### Work request
Write out the lines below once more, exactly as they appear. Do not include pictures.

### Record extracts
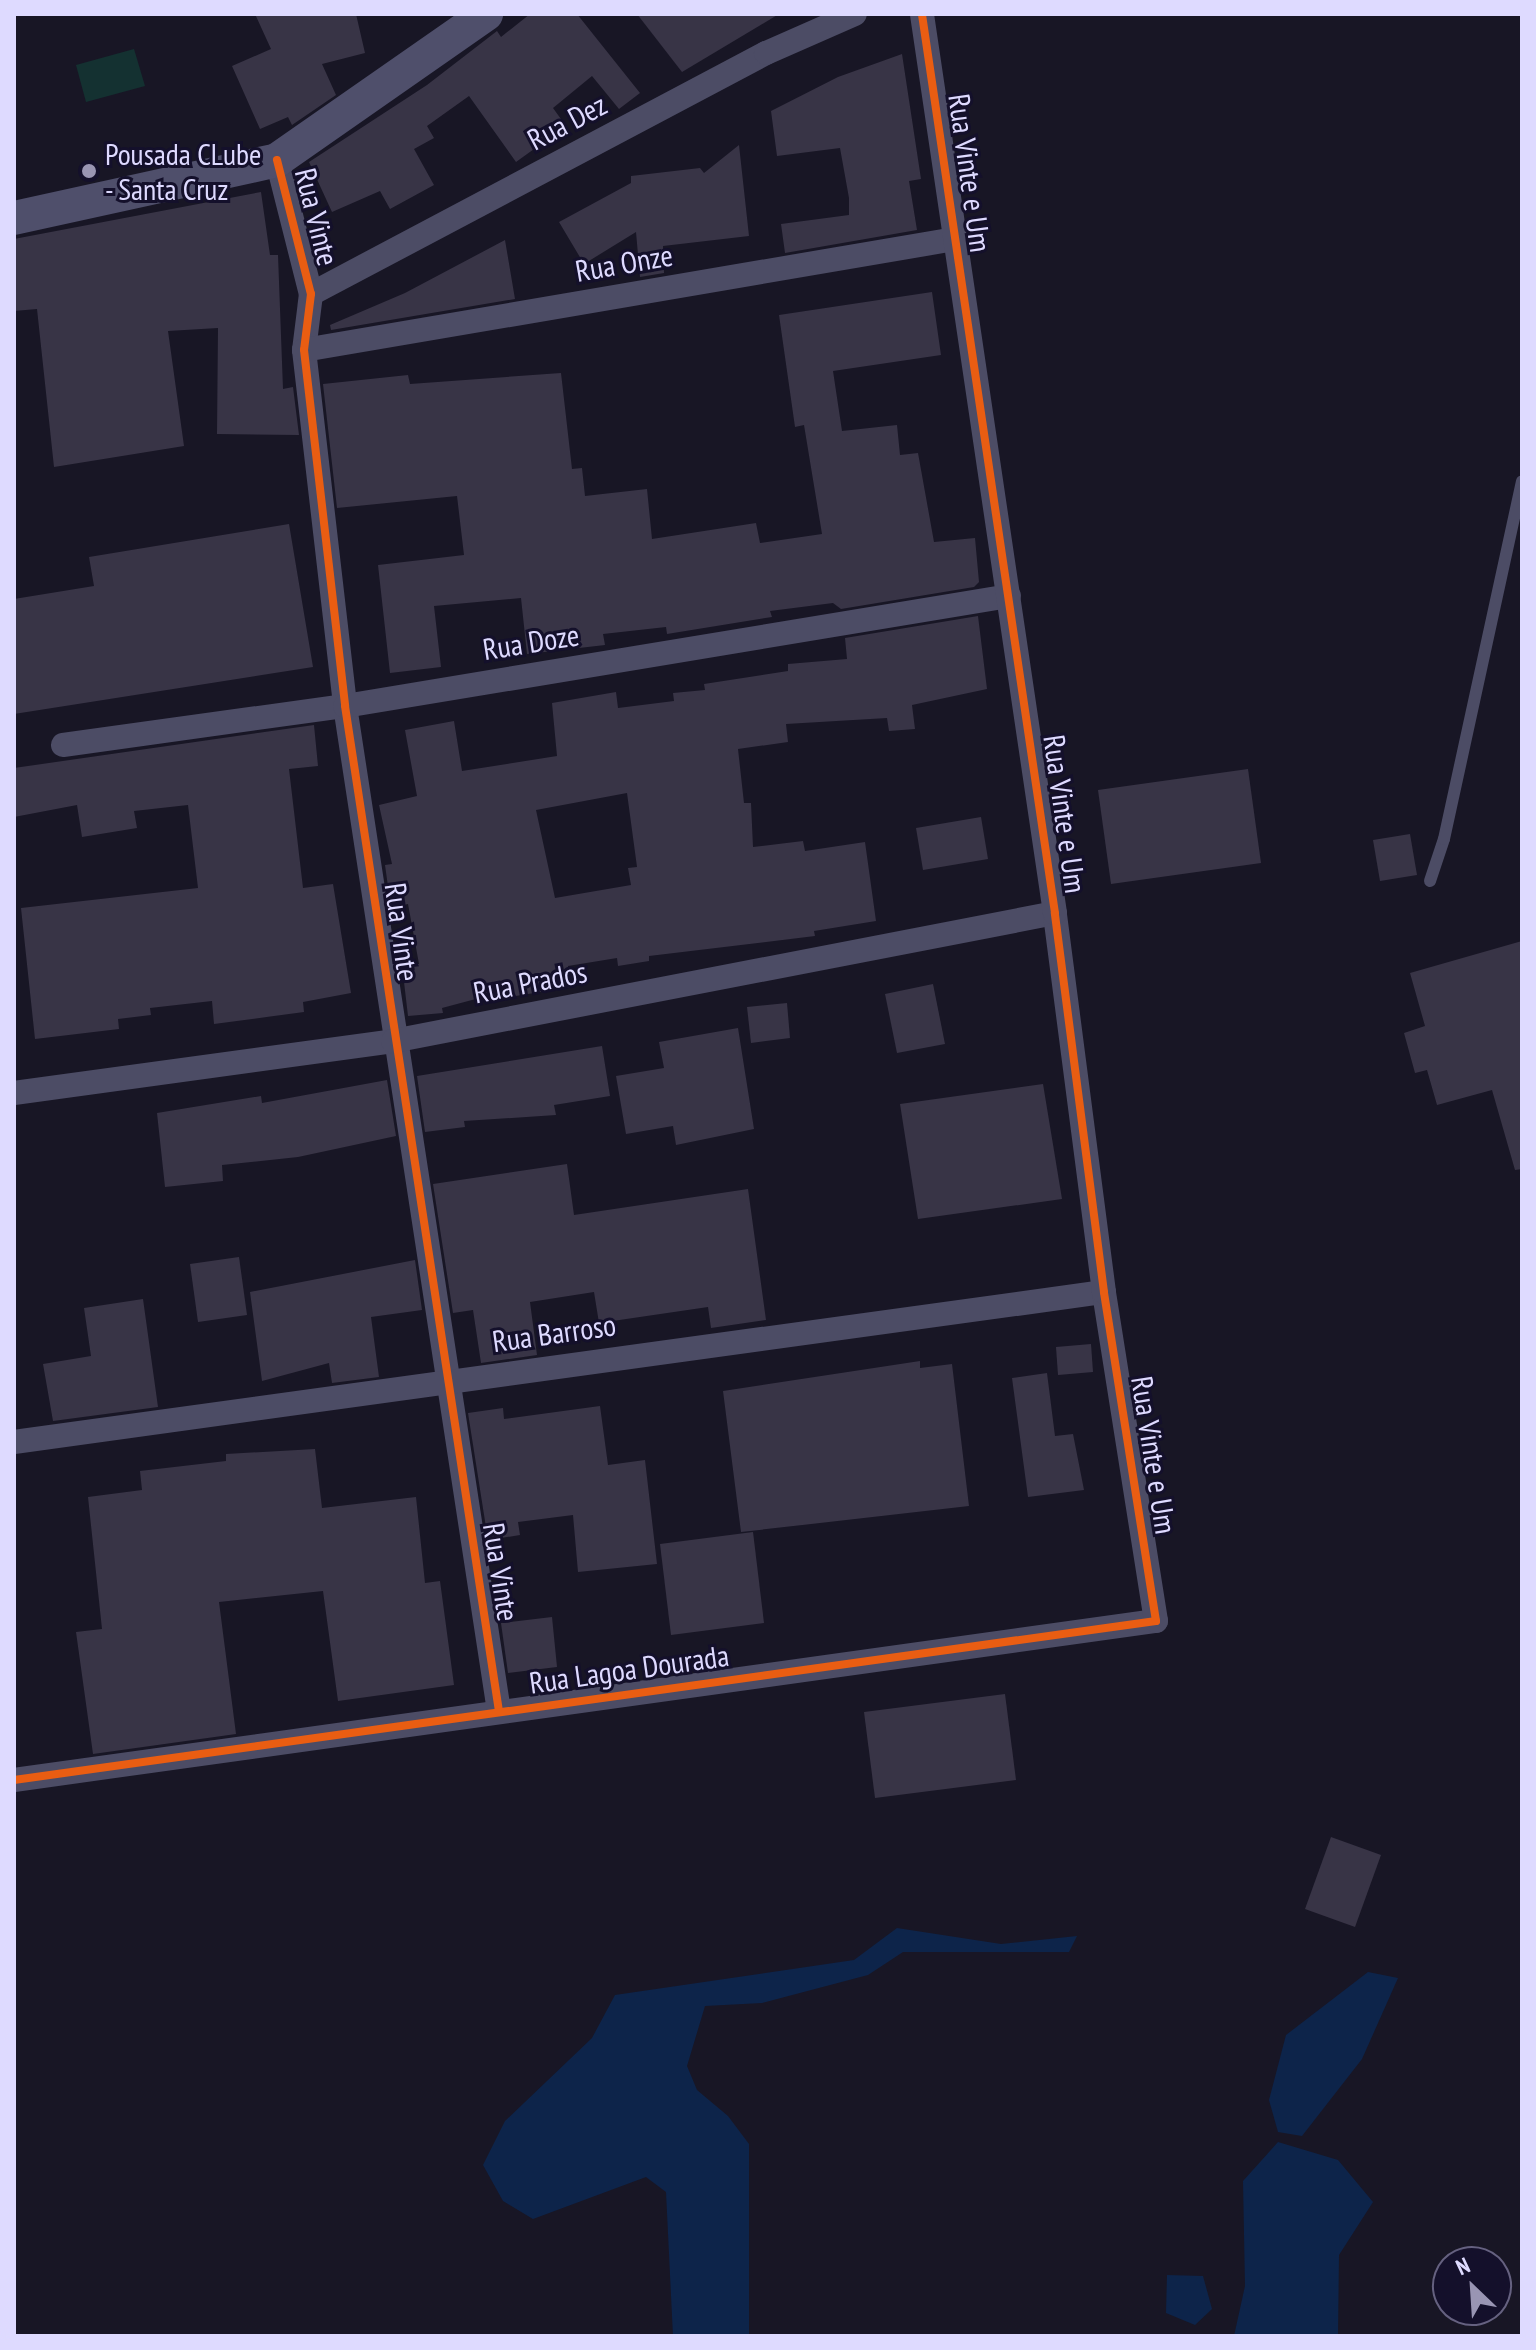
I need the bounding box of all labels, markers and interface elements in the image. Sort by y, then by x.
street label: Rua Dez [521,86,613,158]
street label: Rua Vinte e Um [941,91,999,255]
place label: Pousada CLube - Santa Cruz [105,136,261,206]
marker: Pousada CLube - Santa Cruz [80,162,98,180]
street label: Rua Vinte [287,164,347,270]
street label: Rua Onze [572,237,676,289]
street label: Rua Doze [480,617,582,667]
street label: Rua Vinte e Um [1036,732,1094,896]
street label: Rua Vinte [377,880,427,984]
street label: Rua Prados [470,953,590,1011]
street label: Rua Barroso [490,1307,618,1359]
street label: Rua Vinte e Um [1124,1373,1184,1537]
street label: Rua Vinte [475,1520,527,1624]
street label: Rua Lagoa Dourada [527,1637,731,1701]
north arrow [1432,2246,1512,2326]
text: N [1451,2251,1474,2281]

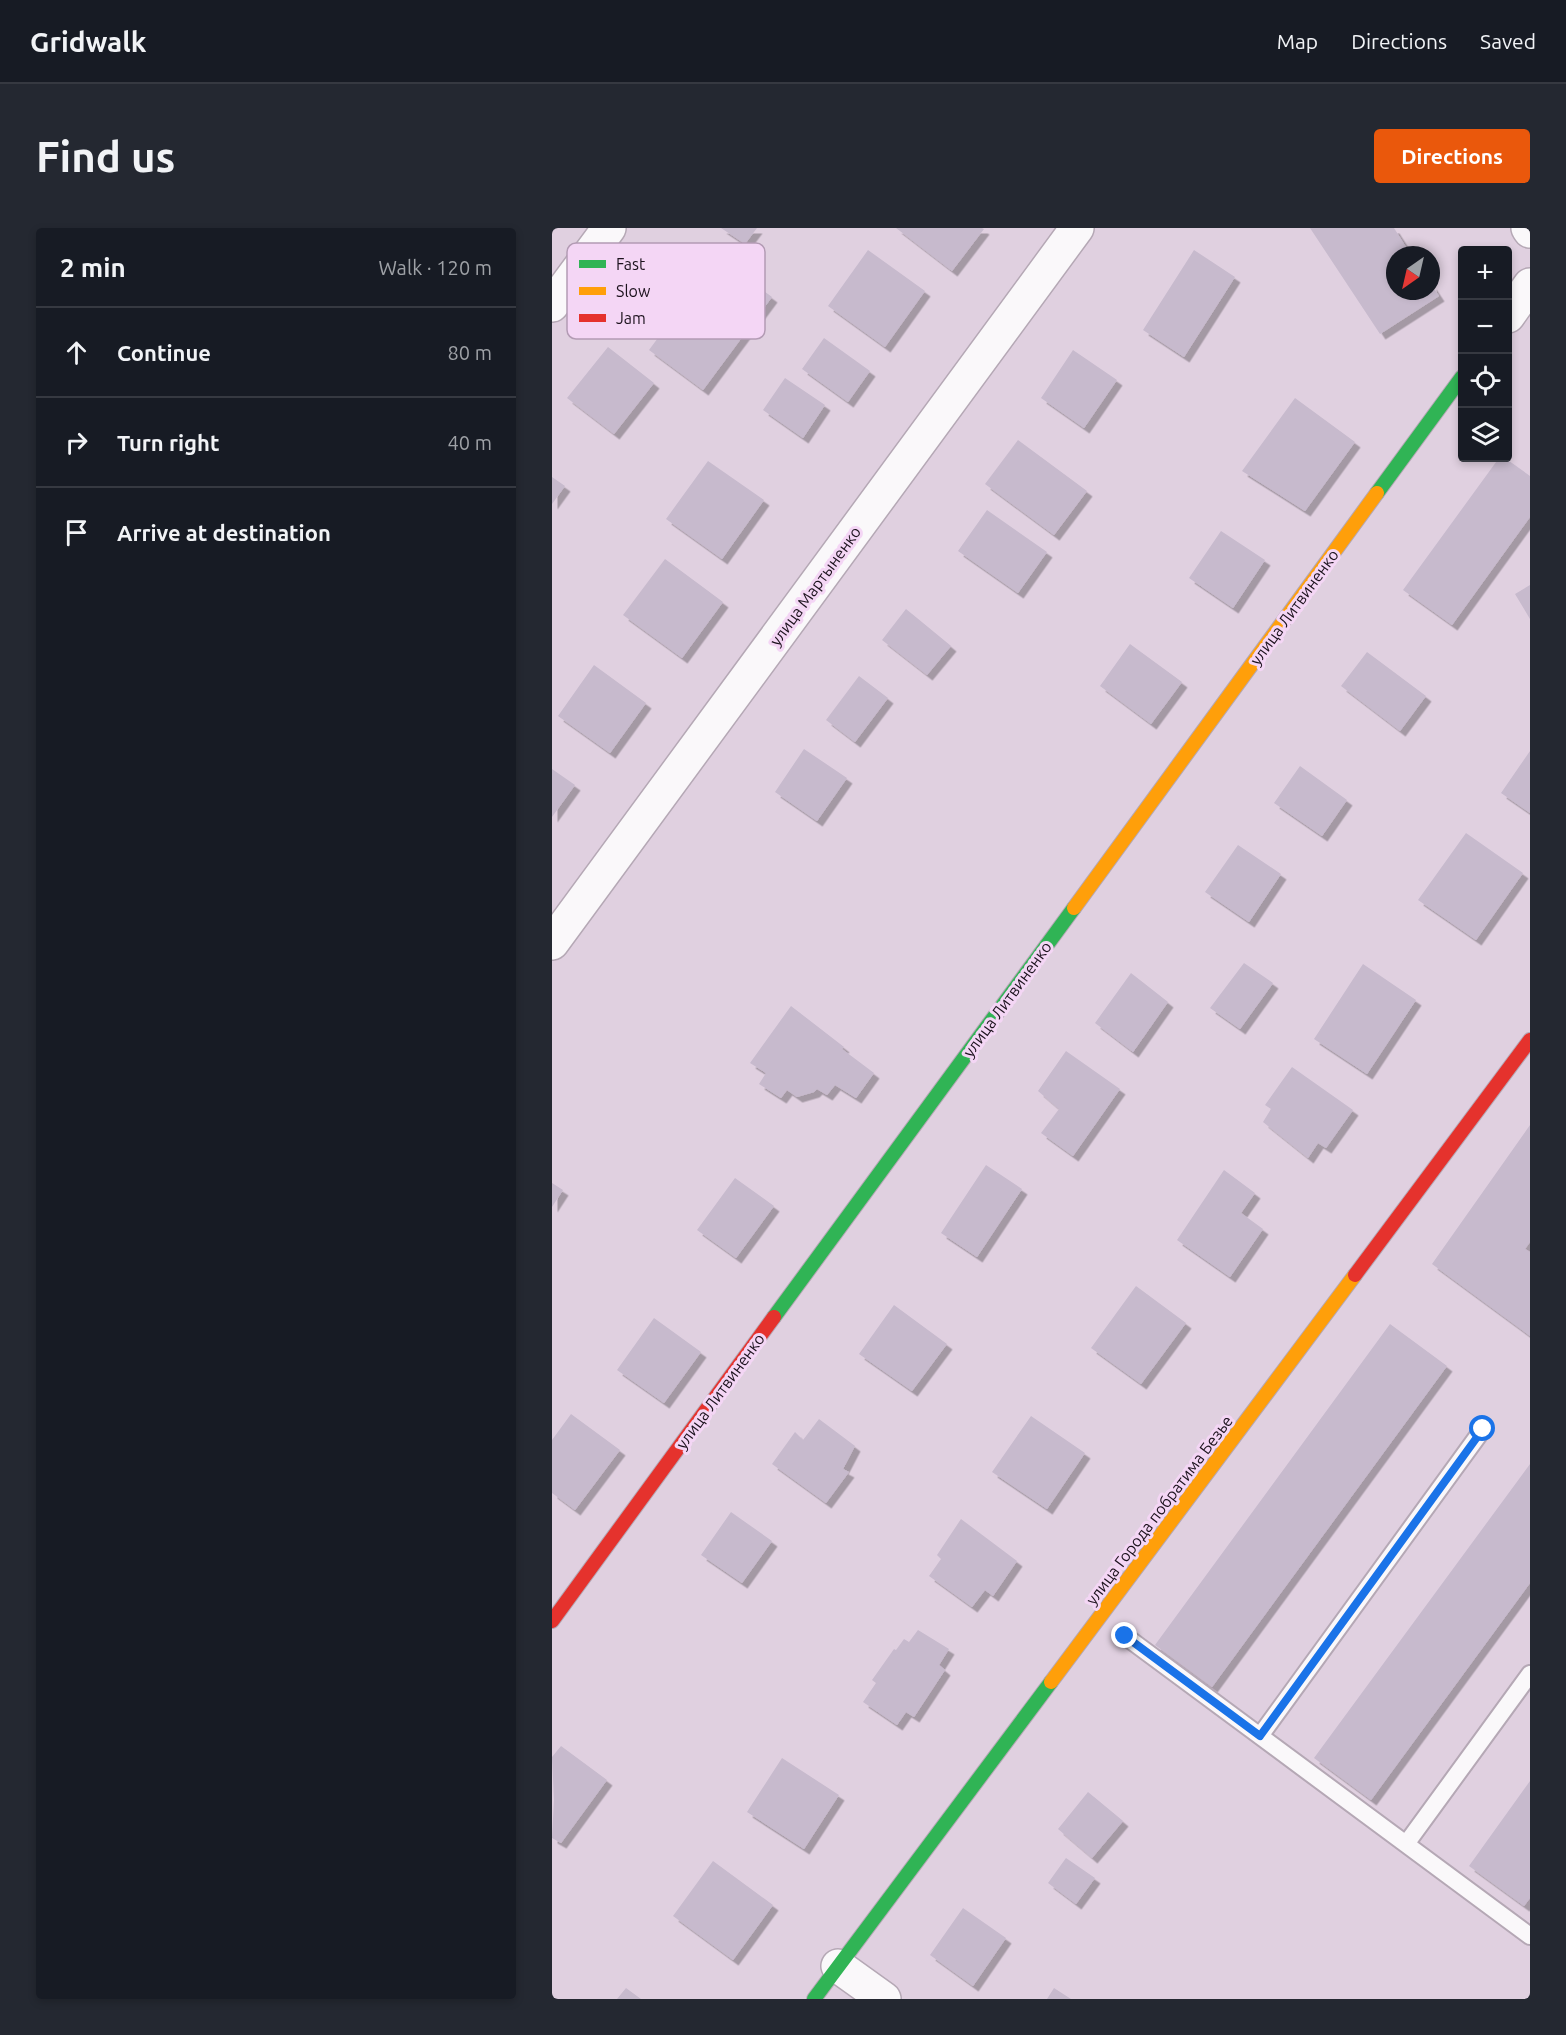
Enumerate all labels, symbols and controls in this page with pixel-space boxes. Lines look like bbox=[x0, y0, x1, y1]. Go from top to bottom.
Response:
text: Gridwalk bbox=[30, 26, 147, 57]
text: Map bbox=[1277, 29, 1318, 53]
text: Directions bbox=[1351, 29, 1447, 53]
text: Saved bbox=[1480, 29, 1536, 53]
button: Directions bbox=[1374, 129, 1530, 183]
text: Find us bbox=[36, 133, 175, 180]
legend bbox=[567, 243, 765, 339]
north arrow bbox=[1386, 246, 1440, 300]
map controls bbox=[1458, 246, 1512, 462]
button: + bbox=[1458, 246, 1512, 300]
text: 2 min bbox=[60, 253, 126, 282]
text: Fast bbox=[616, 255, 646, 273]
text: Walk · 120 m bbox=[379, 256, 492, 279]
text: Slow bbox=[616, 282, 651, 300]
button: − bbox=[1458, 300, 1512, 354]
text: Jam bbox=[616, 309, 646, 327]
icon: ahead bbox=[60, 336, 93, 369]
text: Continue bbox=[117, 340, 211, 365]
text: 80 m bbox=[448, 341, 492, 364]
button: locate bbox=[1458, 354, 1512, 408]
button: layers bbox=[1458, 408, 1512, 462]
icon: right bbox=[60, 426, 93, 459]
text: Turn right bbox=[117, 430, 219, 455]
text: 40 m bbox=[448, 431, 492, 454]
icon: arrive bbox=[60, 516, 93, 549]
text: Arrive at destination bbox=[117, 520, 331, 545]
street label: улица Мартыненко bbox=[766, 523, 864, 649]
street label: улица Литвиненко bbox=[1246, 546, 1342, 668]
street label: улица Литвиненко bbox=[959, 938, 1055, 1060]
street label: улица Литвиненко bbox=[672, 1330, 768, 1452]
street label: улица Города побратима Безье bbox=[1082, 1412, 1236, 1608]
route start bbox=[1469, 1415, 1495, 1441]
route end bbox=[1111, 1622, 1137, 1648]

### Answer box
I need the bounding box of all labels, markers and interface elements in the image. Sort by y, then by x.
street label: Rua Dez [521,86,613,158]
street label: Rua Vinte e Um [941,91,999,255]
place label: Pousada CLube - Santa Cruz [105,136,261,206]
marker: Pousada CLube - Santa Cruz [80,162,98,180]
street label: Rua Vinte [287,164,347,270]
street label: Rua Onze [572,237,676,289]
street label: Rua Doze [480,617,582,667]
street label: Rua Vinte e Um [1036,732,1094,896]
street label: Rua Vinte [377,880,427,984]
street label: Rua Prados [470,953,590,1011]
street label: Rua Barroso [490,1307,618,1359]
street label: Rua Vinte e Um [1124,1373,1184,1537]
street label: Rua Vinte [475,1520,527,1624]
street label: Rua Lagoa Dourada [527,1637,731,1701]
north arrow [1432,2246,1512,2326]
text: N [1451,2251,1474,2281]

Enumerate all labels, symbols and controls in this page with pixel-space boxes. Lines look like bbox=[x0, y0, x1, y1]. Go from top to bottom.
Response:
text: Gridwalk bbox=[30, 26, 147, 57]
text: Map bbox=[1277, 29, 1318, 53]
text: Directions bbox=[1351, 29, 1447, 53]
text: Saved bbox=[1480, 29, 1536, 53]
button: Directions bbox=[1374, 129, 1530, 183]
text: Find us bbox=[36, 133, 175, 180]
legend bbox=[567, 243, 765, 339]
north arrow bbox=[1386, 246, 1440, 300]
map controls bbox=[1458, 246, 1512, 462]
button: + bbox=[1458, 246, 1512, 300]
text: 2 min bbox=[60, 253, 126, 282]
text: Fast bbox=[616, 255, 646, 273]
text: Walk · 120 m bbox=[379, 256, 492, 279]
text: Slow bbox=[616, 282, 651, 300]
button: − bbox=[1458, 300, 1512, 354]
text: Jam bbox=[616, 309, 646, 327]
icon: ahead bbox=[60, 336, 93, 369]
text: Continue bbox=[117, 340, 211, 365]
text: 80 m bbox=[448, 341, 492, 364]
button: locate bbox=[1458, 354, 1512, 408]
button: layers bbox=[1458, 408, 1512, 462]
icon: right bbox=[60, 426, 93, 459]
text: Turn right bbox=[117, 430, 219, 455]
text: 40 m bbox=[448, 431, 492, 454]
icon: arrive bbox=[60, 516, 93, 549]
text: Arrive at destination bbox=[117, 520, 331, 545]
street label: улица Мартыненко bbox=[766, 523, 864, 649]
street label: улица Литвиненко bbox=[1246, 546, 1342, 668]
street label: улица Литвиненко bbox=[959, 938, 1055, 1060]
street label: улица Литвиненко bbox=[672, 1330, 768, 1452]
street label: улица Города побратима Безье bbox=[1082, 1412, 1236, 1608]
route start bbox=[1469, 1415, 1495, 1441]
route end bbox=[1111, 1622, 1137, 1648]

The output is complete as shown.